Uma das propostas de Luciana é a criação de instrumentos que possam controlar os reajustes de aluguel de forma mais eficaz. “Precisamos de uma lei do inquilinato, que coíba o aumento abusivo dos aluguéis. Cada vez mais famílias são expulsas de suas casas porque não conseguem continuar pagando aluguel”, declarou a candidata. “Essas famílias são empurradas para as periferias, o que faz com que elas tenham uma qualidade de vida ainda pior, porque o transporte público e os serviços públicos de saúde e educação também são precários.”
A autônoma Maria Luiza Macedo da Silva, 58 anos, que também faz parte da ocupação, disse que paga R$ 450 no aluguel de “um cômodo”, onde moram ela, um filho deficiente e dois netos. Ela diz que, com a renda que tem, que “varia muito”, mal dá para pagar o aluguel e as contas de água e de luz – e comer. “A gente está aqui, não é porque a gente quer, é porque a gente precisa. Se a desigualdade não fosse tanta a gente não precisaria estar aqui”, disse.
Assim como Maria Gorette, Maria Luiza recebeu de Luciana Genro os “parabéns pela luta”. Nenhuma das duas, no entanto, soube dizer quem era a candidata que estava ali. Pesquisa Datafolha divulgada ontem mostra Luciana com 1% das intenções de voto.
Minha Casa, Minha Vida
Há cerca de dois meses, Luciana Genro se reuniu com lideranças do MTST e incorporou propostas do movimento ao seu programa de governo. A candidata propõe, por exemplo, a reformulação do programa Minha Casa, Minha Vida.
“O programa terceirizou para as empreiteiras a política habitacional do País, porque são elas que definem onde, como e quando construir. O Minha Casa, Minha Vida Entidades é muito melhor, porque são as entidades do movimento que constroem e coordenam a construção da habitação popular. Precisamos que o movimento popular de luta pela moradia tenha um maior protagonismo nas decisões e na implantação da política habitacional do País”, afirmou.
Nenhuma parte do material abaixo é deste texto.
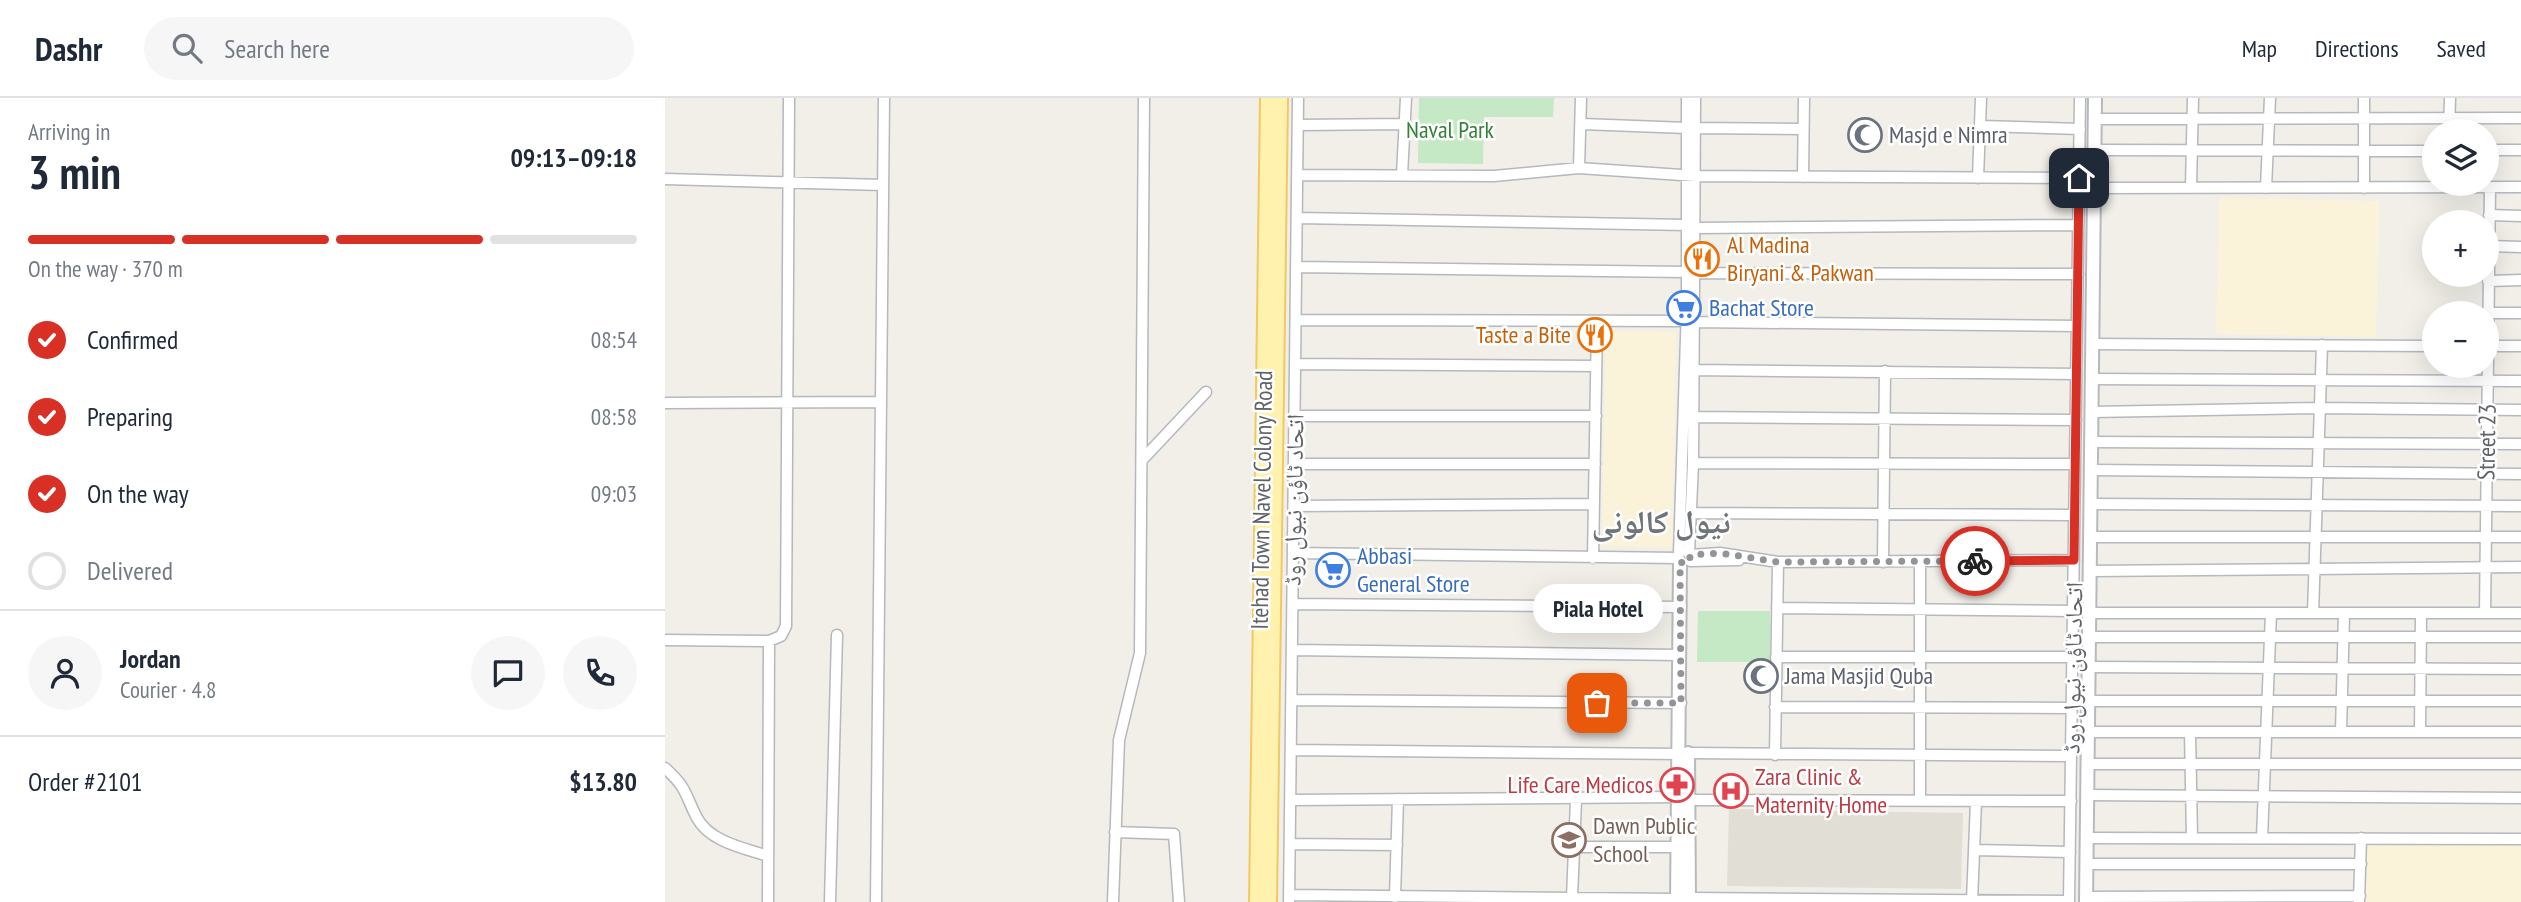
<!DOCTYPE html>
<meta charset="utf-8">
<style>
:root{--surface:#fff;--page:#f6f6f7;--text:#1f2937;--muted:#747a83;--line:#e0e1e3;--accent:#d93025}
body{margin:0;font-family:"PT Sans Narrow","Noto Naskh Arabic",sans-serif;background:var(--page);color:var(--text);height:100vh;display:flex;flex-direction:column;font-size:26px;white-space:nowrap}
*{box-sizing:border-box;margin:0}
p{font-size:23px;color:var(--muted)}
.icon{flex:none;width:38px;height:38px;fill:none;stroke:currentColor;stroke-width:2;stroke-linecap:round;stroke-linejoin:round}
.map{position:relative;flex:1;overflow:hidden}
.drawer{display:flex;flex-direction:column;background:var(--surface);width:665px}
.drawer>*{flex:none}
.controls{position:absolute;left:1757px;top:21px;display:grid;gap:14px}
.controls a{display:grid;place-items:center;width:77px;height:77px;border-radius:50%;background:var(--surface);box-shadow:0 7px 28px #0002;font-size:35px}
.pin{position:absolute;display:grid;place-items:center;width:60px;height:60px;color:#fff;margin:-30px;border-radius:14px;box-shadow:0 4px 10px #0006}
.courier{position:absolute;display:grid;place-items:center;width:70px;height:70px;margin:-35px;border:5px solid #d93025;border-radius:50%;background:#fff;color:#222;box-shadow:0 2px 9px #0007}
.bubble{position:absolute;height:49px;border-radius:24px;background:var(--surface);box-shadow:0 7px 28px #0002;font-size:23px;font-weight:700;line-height:49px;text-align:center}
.headline em{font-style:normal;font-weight:700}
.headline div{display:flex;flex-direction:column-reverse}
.headline{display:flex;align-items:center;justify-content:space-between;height:119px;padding:0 28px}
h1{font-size:46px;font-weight:700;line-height:52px}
.bar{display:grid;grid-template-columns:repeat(4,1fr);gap:10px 7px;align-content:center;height:84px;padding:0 28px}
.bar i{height:9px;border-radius:5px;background:var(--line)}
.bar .on{background:var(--accent)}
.bar p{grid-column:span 4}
.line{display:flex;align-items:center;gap:18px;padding:0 28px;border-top:2px solid var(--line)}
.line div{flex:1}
.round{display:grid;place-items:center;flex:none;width:74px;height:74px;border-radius:37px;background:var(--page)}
ol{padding:0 28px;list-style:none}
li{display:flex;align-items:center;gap:21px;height:77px}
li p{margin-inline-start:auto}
li .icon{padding:7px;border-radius:50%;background:var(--accent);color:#fff;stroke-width:4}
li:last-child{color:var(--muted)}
li i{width:38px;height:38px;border:4px solid var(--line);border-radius:50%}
header{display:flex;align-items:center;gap:42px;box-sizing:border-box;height:98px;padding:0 35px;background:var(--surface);border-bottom:2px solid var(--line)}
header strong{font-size:33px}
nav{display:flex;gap:38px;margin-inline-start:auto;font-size:24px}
.search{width:490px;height:63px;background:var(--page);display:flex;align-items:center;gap:18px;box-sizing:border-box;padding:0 24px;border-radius:38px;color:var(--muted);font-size:26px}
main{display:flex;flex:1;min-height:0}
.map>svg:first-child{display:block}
.education{fill:#e1ded6}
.green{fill:#c5e8c5}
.sand{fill:#fbf3d9}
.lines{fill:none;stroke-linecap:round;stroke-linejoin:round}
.street-casing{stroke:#b5b8bc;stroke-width:13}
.secondary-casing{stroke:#b6babf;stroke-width:16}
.primary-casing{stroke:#f2c960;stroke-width:18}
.street{stroke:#fff;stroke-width:10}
.secondary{stroke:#fff;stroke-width:12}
.primary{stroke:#fff2af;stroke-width:14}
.done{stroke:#929495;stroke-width:7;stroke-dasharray:0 12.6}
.route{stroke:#d93025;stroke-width:9}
.labels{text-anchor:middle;stroke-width:5;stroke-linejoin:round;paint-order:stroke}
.park-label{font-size:24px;fill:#348238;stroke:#fff}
.worship-label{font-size:24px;fill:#5b616d;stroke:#fff;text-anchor:start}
.food-label{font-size:24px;fill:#c56008;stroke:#fff;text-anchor:start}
.shop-label{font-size:24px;fill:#366cbe;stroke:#fff;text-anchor:start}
.street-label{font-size:24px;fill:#5f6368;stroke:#fff}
.health-label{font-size:24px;fill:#be3a42;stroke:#fff;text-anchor:start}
.education-label{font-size:24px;fill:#785e54;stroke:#fff;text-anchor:start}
.district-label{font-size:32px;font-weight:bold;fill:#70757a;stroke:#fff}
</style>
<header>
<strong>Dashr</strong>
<div class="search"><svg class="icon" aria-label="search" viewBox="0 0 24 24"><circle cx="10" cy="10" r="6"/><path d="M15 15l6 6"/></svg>Search here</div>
<nav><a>Map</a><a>Directions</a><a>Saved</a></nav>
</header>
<main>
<section class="drawer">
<div class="headline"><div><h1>3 min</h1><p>Arriving in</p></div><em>09:13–09:18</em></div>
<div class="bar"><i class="on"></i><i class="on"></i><i class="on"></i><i></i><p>On the way · 370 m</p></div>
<ol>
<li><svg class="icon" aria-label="check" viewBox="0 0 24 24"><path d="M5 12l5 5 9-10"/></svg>Confirmed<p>08:54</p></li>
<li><svg class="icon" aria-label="check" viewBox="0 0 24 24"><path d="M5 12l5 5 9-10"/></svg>Preparing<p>08:58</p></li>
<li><svg class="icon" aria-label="check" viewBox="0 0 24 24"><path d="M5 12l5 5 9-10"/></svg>On the way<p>09:03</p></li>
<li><i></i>Delivered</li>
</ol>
<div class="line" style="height:126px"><a class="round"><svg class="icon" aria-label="person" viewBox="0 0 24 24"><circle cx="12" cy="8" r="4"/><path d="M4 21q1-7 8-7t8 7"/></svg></a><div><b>Jordan</b><p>Courier · 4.8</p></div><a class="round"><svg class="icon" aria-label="chat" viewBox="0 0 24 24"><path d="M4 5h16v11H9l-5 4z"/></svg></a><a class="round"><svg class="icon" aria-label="phone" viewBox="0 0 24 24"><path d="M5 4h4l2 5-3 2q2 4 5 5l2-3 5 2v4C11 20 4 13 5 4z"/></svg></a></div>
<div class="line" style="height:91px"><div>Order #2101</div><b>$13.80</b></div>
</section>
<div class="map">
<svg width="1856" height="804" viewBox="0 0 1856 804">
<rect width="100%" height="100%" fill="#f1efe8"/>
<path class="education" d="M 1064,711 L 1298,715 L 1296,791 L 1062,788 Z"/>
<path class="green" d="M 754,0 L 889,0 L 888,19 L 819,19 L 818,66 L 753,65 Z
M 1033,513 L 1105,513 L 1105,564 L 1032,564 Z"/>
<path class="sand" d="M 1554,100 L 1714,103 L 1711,239 L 1551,236 Z
M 941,233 L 1011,234 L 1007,449 L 937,448 Z
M 1702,745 L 1856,748 L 1856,804 L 1701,804 Z"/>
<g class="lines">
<g class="street-casing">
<path id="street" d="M 1430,21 L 1856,20
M 917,26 L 1022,30
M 633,27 L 739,26
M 1316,28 L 1415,31
M 1030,30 L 1138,31
M 1784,33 L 1785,0
M 1430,52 L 1769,53
M 1822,52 L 1856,52
M 914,70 L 916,0
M 633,77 L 829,78 L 914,70 L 1031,78 L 1414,80
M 737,77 L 741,0
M 1138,79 L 1139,0
M 1313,80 L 1316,0
M 0,81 L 218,87
M 1526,89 L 1528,0
M 1429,90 L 1856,89
M 1601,90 L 1605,0
M 1699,90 L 1699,0
M 1824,117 L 1856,118
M 633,120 L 1022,127
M 1031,130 L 1413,127
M 1824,148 L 1856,149
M 632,169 L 1021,174
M 1031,175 L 1413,176
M 1823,183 L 1856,182
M 1823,215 L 1856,215
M 631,222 L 1021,223
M 1030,224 L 1412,228
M 1427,246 L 1769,248
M 1822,248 L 1856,248
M 631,266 L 931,268
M 1029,272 L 1411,276
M 1427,281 L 1856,283
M 0,305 L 216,304
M 1427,314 L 1654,310 L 1856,312
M 630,318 L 931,318
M 1028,319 L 1411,322
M 1426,344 L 1856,346
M 477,362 L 541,294
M 1028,365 L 1410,366
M 629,366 L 930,366
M 1426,372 L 1856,376
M 1426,406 L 1856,408
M 629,408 L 929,406
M 1026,415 L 1409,417
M 1425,439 L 1856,439
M 628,455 L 1013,460
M 1014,456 L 1022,209 L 1022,0
M 1024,456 L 1028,365 L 1030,0
M 1025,457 L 1055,455 L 1113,464 L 1409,462
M 928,460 L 932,224
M 1025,463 L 1074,462
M 1218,464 L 1220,273
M 1255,464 L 1255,703
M 1425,473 L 1856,469
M 628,506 L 1016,509
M 1112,510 L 1408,513
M 1424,515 L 1856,515
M 1648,515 L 1657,247
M 1820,515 L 1825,89
M 1424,539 L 1856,539
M 0,542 L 104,543 L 116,538 L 121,528 L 124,0
M 627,552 L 1015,557
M 1111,559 L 1408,559
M 1424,569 L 1856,571
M 627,602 L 1016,605
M 1423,603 L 1856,603
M 1110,609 L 1407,610
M 1423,634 L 1856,634
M 1525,634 L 1527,740
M 1676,634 L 1679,515
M 1755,634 L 1756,515
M 626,652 L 1016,656
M 1023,655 L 1406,658
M 1110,657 L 1113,464
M 1423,666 L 1856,666
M 0,670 C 23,691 19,695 32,720 C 45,744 79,750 103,758
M 1422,697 L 1856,700
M 626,702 L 1014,699
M 1025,702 L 1406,703
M 450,734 L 509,736 L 514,804
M 1422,740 L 1856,741
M 1597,740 L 1606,515
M 625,746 L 732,747
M 909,749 L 1013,749
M 1309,752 L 1405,754
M 1422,766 L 1696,766
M 624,797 L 1012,801
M 730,799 L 733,701
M 1421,799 L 1695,798
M 907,800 L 911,702
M 1024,800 L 1404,803
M 1307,803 L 1311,703
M 1694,803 L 1696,740
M 103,804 L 104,543
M 165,804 L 172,537
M 211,804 L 219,0
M 448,804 L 454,642 L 475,555 L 479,0
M 624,804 L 633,0
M 1404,804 L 1415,0"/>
</g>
<g class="secondary-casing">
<path id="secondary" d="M 1023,655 L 1024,804
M 1012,804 L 1015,464
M 1421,804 L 1430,0"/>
</g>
<g class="primary-casing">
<path id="primary" d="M 592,804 L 603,0
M 604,804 L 615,0"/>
</g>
<use href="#street" class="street"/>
<use href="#secondary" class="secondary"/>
<use href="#primary" class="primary"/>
</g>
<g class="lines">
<path class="done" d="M 932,605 L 1016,605 L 1015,464 L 1022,466 L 1026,457 L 1055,455 L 1113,464 L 1310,463"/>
<path class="route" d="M 1310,463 L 1409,462 L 1414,80"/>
</g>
<defs>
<g id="mosque-ring" transform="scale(1.75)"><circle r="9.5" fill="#fff" stroke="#6b7280" stroke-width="1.5"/><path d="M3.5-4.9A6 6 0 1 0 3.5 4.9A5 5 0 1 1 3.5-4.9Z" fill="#6b7280"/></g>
<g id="restaurant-ring" transform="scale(1.75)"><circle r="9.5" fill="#fff" stroke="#e8710a" stroke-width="1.5"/><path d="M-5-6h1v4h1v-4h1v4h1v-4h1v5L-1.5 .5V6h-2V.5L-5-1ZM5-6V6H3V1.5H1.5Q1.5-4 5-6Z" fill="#e8710a"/></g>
<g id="supermarket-ring" transform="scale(1.75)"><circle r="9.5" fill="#fff" stroke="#3f7fe0" stroke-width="1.5"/><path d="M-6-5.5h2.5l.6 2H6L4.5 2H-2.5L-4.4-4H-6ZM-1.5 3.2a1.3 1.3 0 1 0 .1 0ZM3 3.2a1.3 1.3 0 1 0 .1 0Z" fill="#3f7fe0"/></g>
<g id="pharmacy-ring" transform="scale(1.75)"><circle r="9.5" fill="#fff" stroke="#e0444e" stroke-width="1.5"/><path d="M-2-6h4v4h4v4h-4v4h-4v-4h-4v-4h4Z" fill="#e0444e"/></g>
<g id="hospital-ring" transform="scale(1.75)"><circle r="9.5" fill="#fff" stroke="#e0444e" stroke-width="1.5"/><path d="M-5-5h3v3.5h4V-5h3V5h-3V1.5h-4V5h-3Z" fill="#e0444e"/></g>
<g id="school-ring" transform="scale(1.75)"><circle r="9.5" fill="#fff" stroke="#8d6e63" stroke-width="1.5"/><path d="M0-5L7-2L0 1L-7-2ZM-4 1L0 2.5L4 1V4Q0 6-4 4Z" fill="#8d6e63"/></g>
</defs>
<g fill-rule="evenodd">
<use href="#mosque-ring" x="1200" y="37"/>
<use href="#restaurant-ring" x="1037" y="161"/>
<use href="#supermarket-ring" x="1019" y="210"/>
<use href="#restaurant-ring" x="930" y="237"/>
<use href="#supermarket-ring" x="668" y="472"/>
<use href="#mosque-ring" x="1096" y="578"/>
<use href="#pharmacy-ring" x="1012" y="687"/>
<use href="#hospital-ring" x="1066" y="693"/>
<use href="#school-ring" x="904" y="742"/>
</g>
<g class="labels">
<g class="park-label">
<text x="785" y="40">Naval Park</text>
</g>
<g class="worship-label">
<text x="1224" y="45">Masjd e Nimra</text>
<text x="1120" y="586">Jama Masjid Quba</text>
</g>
<g class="food-label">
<text x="1062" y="155">Al Madina<tspan x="1062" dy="28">Biryani &amp; Pakwan</tspan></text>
<text x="906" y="245" text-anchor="end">Taste a Bite</text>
</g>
<g class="shop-label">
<text x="1044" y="218">Bachat Store</text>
<text x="692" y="466">Abbasi<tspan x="692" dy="28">General Store</tspan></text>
</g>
<g class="street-label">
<text transform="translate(1822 344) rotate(-89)" y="8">Street 23</text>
<text transform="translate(597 402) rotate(-89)" y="8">Itehad Town Navel Colony Road</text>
<text transform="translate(629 402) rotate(-89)" y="8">اتحاد ٹاؤن نیول روڈ</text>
<text transform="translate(1408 570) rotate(-89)" y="8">اتحاد ٹاؤن نیول روڈ</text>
</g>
<g class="health-label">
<text x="1090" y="687">Zara Clinic &amp;<tspan x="1090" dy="28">Maternity Home</tspan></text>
<text x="988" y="695" text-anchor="end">Life Care Medicos</text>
</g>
<g class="education-label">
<text x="928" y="736">Dawn Public<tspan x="928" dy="28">School</tspan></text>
</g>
<g class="district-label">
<text x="996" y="435">نیول کالونی</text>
</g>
</g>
</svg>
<div class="controls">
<a><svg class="icon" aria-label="layers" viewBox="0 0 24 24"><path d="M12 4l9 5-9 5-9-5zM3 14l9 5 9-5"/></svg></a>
<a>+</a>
<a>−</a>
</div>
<div class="pin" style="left:932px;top:605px;background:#ea580c"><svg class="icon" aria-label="bag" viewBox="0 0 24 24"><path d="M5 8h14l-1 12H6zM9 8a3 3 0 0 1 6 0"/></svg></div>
<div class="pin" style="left:1414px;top:80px;background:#1f2937"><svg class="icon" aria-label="home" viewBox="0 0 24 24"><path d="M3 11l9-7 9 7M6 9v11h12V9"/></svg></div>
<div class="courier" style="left:1310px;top:463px"><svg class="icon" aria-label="bike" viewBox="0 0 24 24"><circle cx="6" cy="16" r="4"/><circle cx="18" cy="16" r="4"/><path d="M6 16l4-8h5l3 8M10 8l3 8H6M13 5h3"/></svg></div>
<div class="bubble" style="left:868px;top:486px;width:130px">Piala Hotel</div>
</div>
</main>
A candidata disse que teve a “honra” de ser a única candidata citada pelo MTST em sua declaração sobre as eleições. “Evidentemente que o movimento não me apoia, porque, como movimento social, não pode se vincular a uma candidatura. Mas foi o meu nome que o movimento apontou como um dos candidatos que melhor representa as propostas que o vem defendendo.”
Hostilidades
Os moradores da ocupação Chico Mendes fizeram na noite desta quinta-feira um protesto em frente ao prédio vizinho. Os sem-teto afirmam que estão sendo hostilizados pelos moradores dos condomínios.
“Eles jogam pedras, garrafas, xingam a gente de vagabundos”, disse a coordenadora Simone. “Graças a Deus ninguém se machucou. A gente orienta o pessoal a não dar ouvidos, mas, se alguém se machucar, não sei como vou conseguir segurar esse povo. Essa é uma preocupação que a gente tem”, continuou.
A Prefeitura de São Paulo ainda não tem um plano para a nova invasão, mas afirma que vai tentar negociar a desocupação de forma "amigável". De acordo com a Secretaria Municipal da Habitação, os invasores não têm prioridade nos programas habitacionais.
Para Luciana Genro, contudo, a ocupação tem chances de ser "vitoriosa". "O Estatuto das Cidades determina que terrenos que estejam há mais de cinco anos sem cumprir sua função social devem ser desapropriados", disse.
O terreno estava desocupado havia anos, mas, em 1989, um deslizamento de terra matou 14 pessoas da favela Nova República, ali instalada. A coordenação do MTST afirma que sabe do histórico e que barracas instaladas em áreas de risco serão removidas. “A Defesa Civil esteve aqui e explicou o que aconteceu lá atrás. A orientação é para não colocar barraca no morro”, disse Simone.